-- Data excerpts follows --

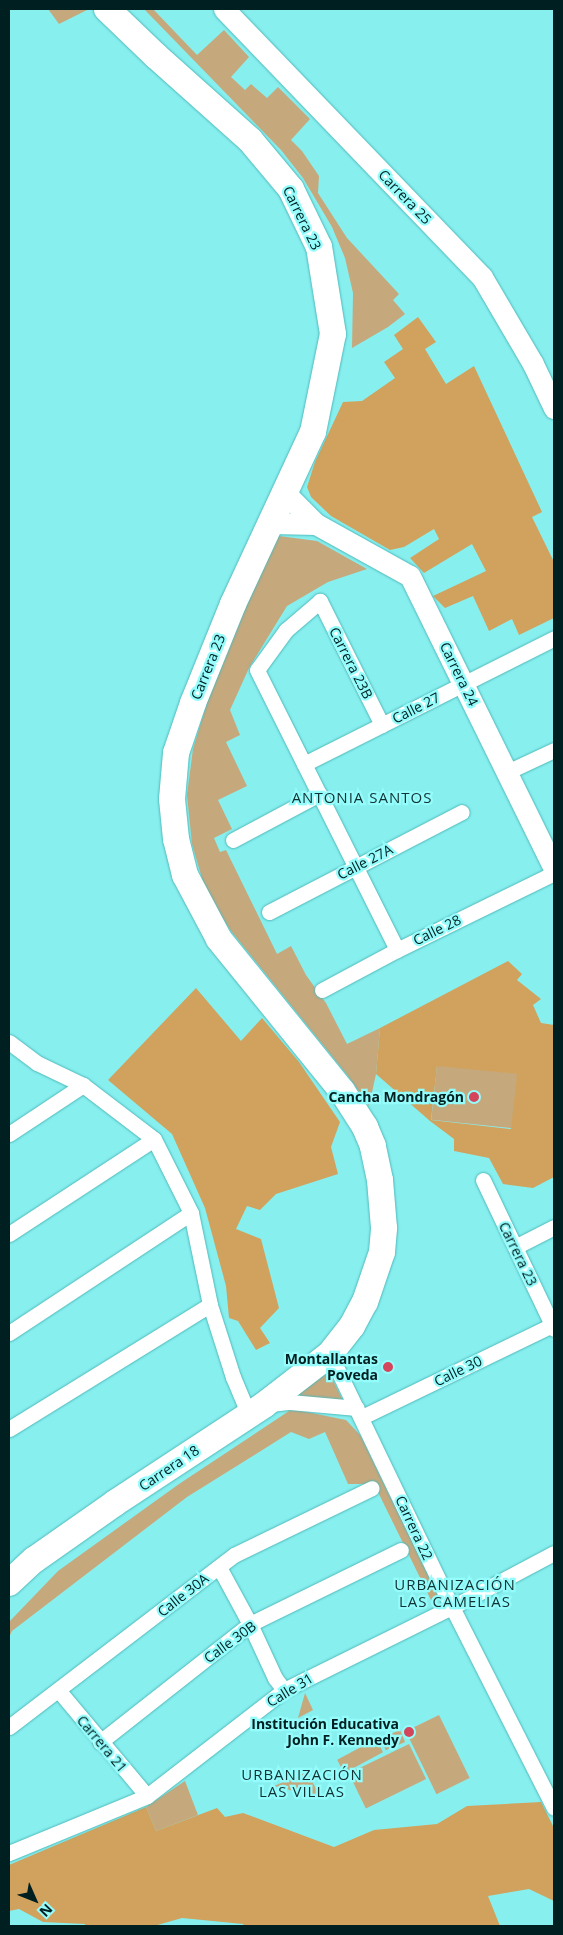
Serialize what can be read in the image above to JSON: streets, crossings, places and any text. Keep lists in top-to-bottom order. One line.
{"streets":{"highway":["Carrera 23","Carrera 18"],"street":["Carrera 25","Carrera 23B","Carrera 24","Calle 27","Calle 27A","Calle 28","Calle 30","Carrera 22","Calle 30A","Calle 30B","Calle 31","Carrera 21"]},"crossings":[["Carrera 23","Carrera 24"],["Carrera 23","Calle 30"],["Carrera 23","Carrera 18"],["Carrera 23","Carrera 22"],["Carrera 23B","Calle 27"],["Carrera 24","Calle 27"],["Carrera 24","Calle 28"],["Calle 30","Carrera 22"],["Carrera 18","Carrera 22"],["Carrera 22","Calle 31"],["Calle 30A","Carrera 21"],["Calle 30B","Carrera 21"],["Calle 31","Carrera 21"]],"districts":["ANTONIA SANTOS","URBANIZACIÓN LAS CAMELIAS","URBANIZACIÓN LAS VILLAS"],"places":["Cancha Mondragón","Montallantas Poveda","Institución Educativa John F. Kennedy"],"north":"bottom right"}
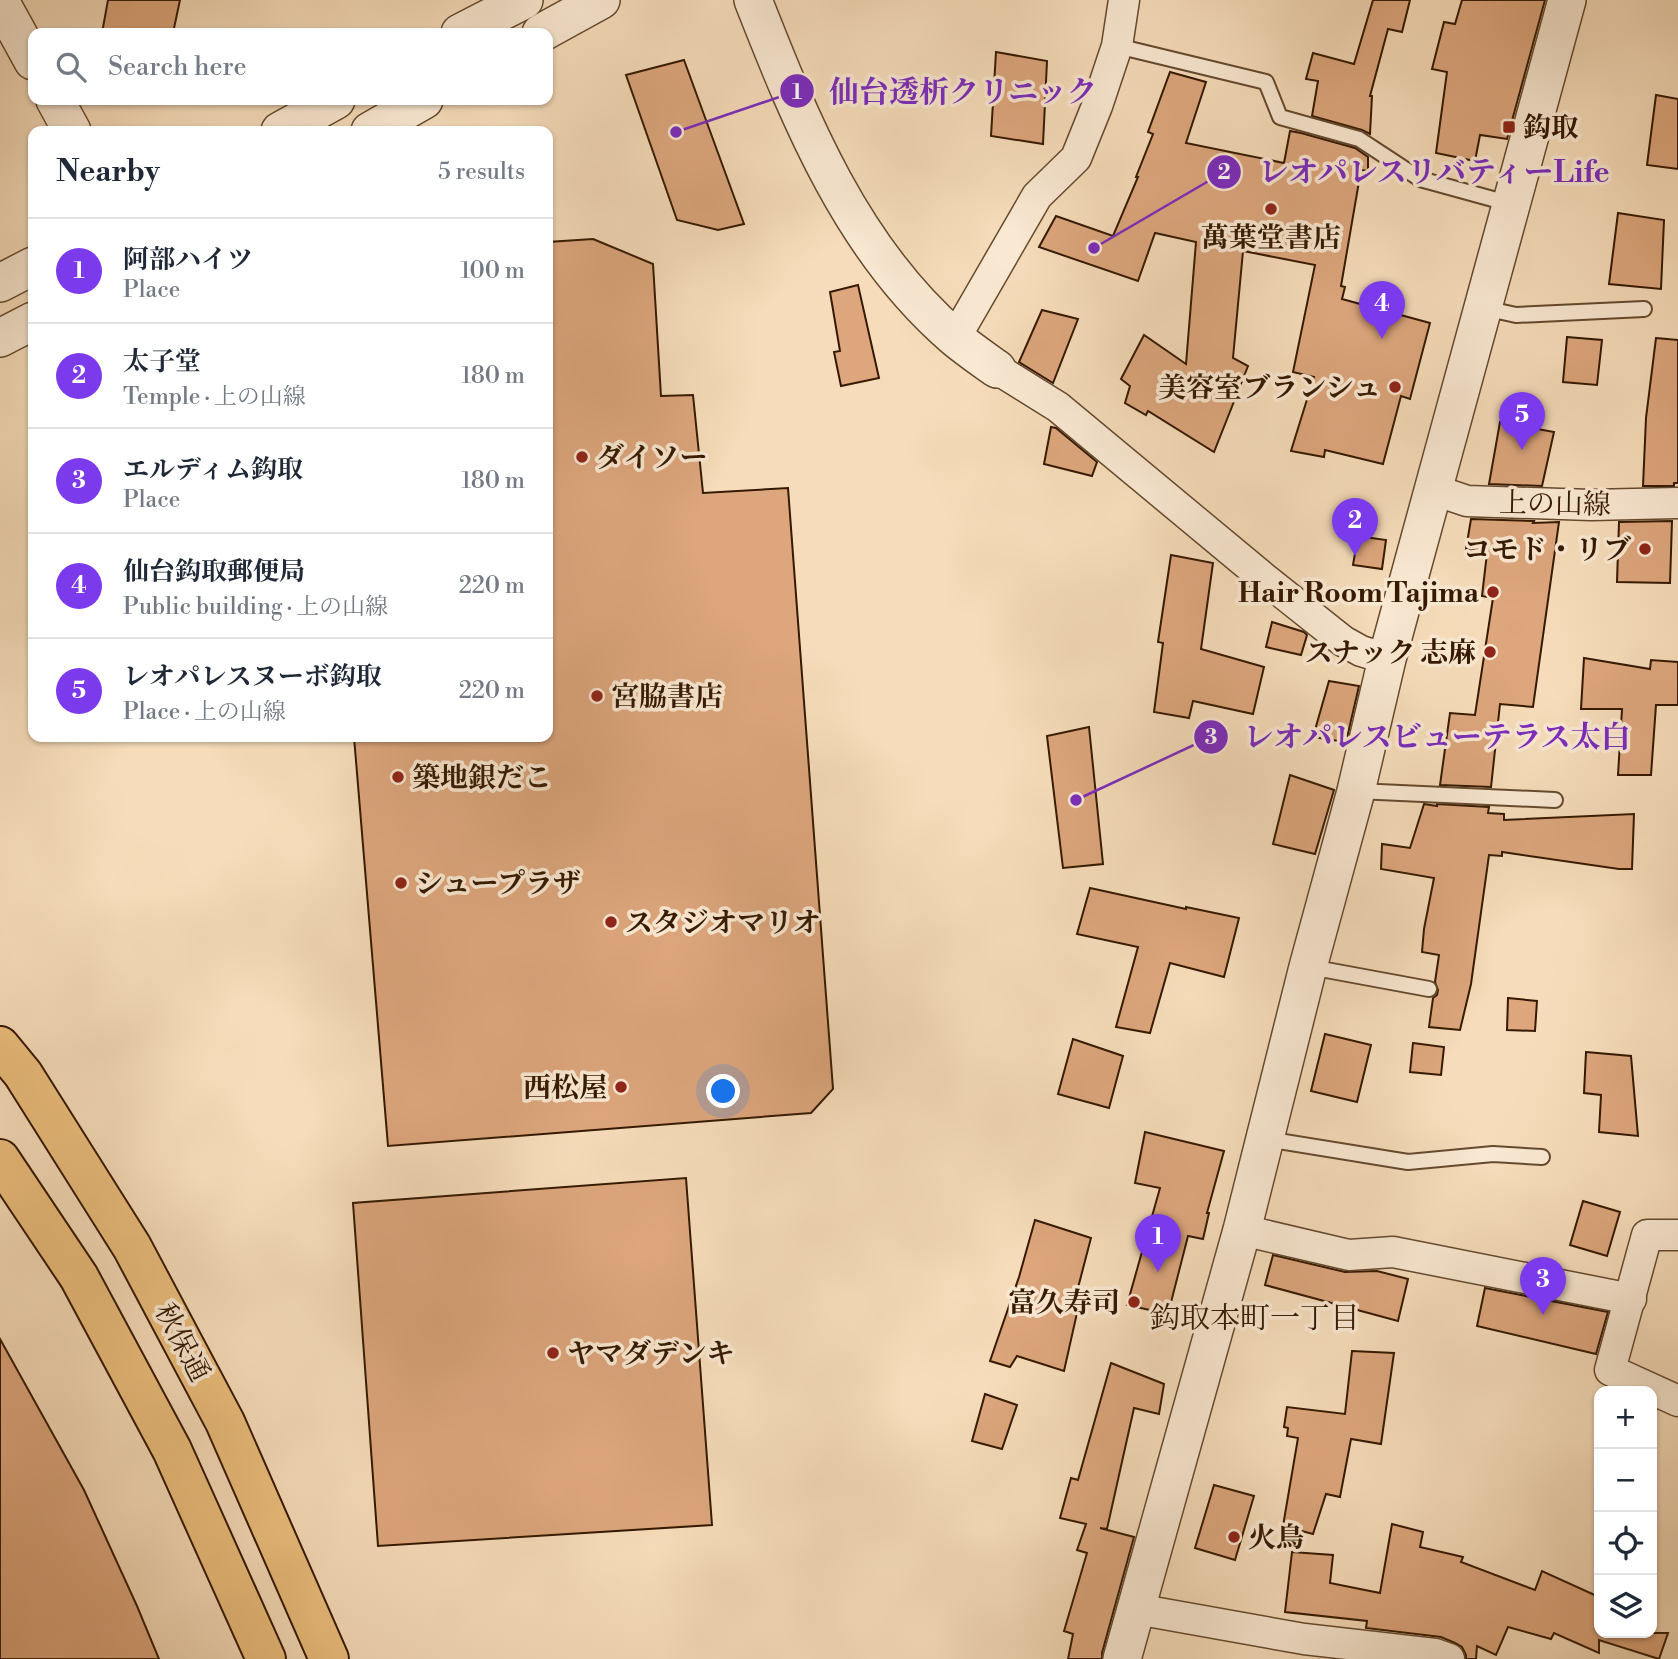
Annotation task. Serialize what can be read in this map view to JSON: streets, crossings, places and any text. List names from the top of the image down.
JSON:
{
  "streets": {
    "highway": ["秋保通"],
    "street": ["上の山線"]
  },
  "districts": ["鈎取本町一丁目"],
  "places": {
    "transit": ["鈎取"],
    "other": [
      "仙台透析クリニック",
      "萬葉堂書店",
      "レオパレスリバティーLife",
      "美容室ブランシュ",
      "ダイソー",
      "コモド・リブ",
      "Hair Room Tajima",
      "スナック 志麻",
      "宮脇書店",
      "築地銀だこ",
      "レオパレスビューテラス太白",
      "シュープラザ",
      "スタジオマリオ",
      "西松屋",
      "富久寿司",
      "ヤマダデンキ",
      "火鳥"
    ]
  },
  "page": {
    "search": "Search here",
    "heading": ["Nearby", "5 results"],
    "list": [
      {
        "mark": "1",
        "name": "阿部ハイツ",
        "note": "Place",
        "value": "100 m"
      },
      {
        "mark": "2",
        "name": "太子堂",
        "note": "Temple · 上の山線",
        "value": "180 m"
      },
      {
        "mark": "3",
        "name": "エルディム鈎取",
        "note": "Place",
        "value": "180 m"
      },
      {
        "mark": "4",
        "name": "仙台鈎取郵便局",
        "note": "Public building · 上の山線",
        "value": "220 m"
      },
      {
        "mark": "5",
        "name": "レオパレスヌーボ鈎取",
        "note": "Place · 上の山線",
        "value": "220 m"
      }
    ],
    "pins": [
      "4",
      "5",
      "2",
      "1",
      "3"
    ],
    "map_buttons": ["+", "−"]
  }
}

-- Data excerpts concluded --

**Directions:** Repeat word for word the lines above, from the first entry through the line containing "Annotation task. Serialize", with both ends kept and the pictures dropped.

**Expected answer:**
Serialize what can be read in the image above to JSON: streets, crossings, places and any text. Keep lists in top-to-bottom order. One line.
{"streets":{"highway":["Carrera 23","Carrera 18"],"street":["Carrera 25","Carrera 23B","Carrera 24","Calle 27","Calle 27A","Calle 28","Calle 30","Carrera 22","Calle 30A","Calle 30B","Calle 31","Carrera 21"]},"crossings":[["Carrera 23","Carrera 24"],["Carrera 23","Calle 30"],["Carrera 23","Carrera 18"],["Carrera 23","Carrera 22"],["Carrera 23B","Calle 27"],["Carrera 24","Calle 27"],["Carrera 24","Calle 28"],["Calle 30","Carrera 22"],["Carrera 18","Carrera 22"],["Carrera 22","Calle 31"],["Calle 30A","Carrera 21"],["Calle 30B","Carrera 21"],["Calle 31","Carrera 21"]],"districts":["ANTONIA SANTOS","URBANIZACIÓN LAS CAMELIAS","URBANIZACIÓN LAS VILLAS"],"places":["Cancha Mondragón","Montallantas Poveda","Institución Educativa John F. Kennedy"],"north":"bottom right"}
Annotation task. Serialize what can be read in this map view to JSON: streets, crossings, places and any text. List names from the top of the image down.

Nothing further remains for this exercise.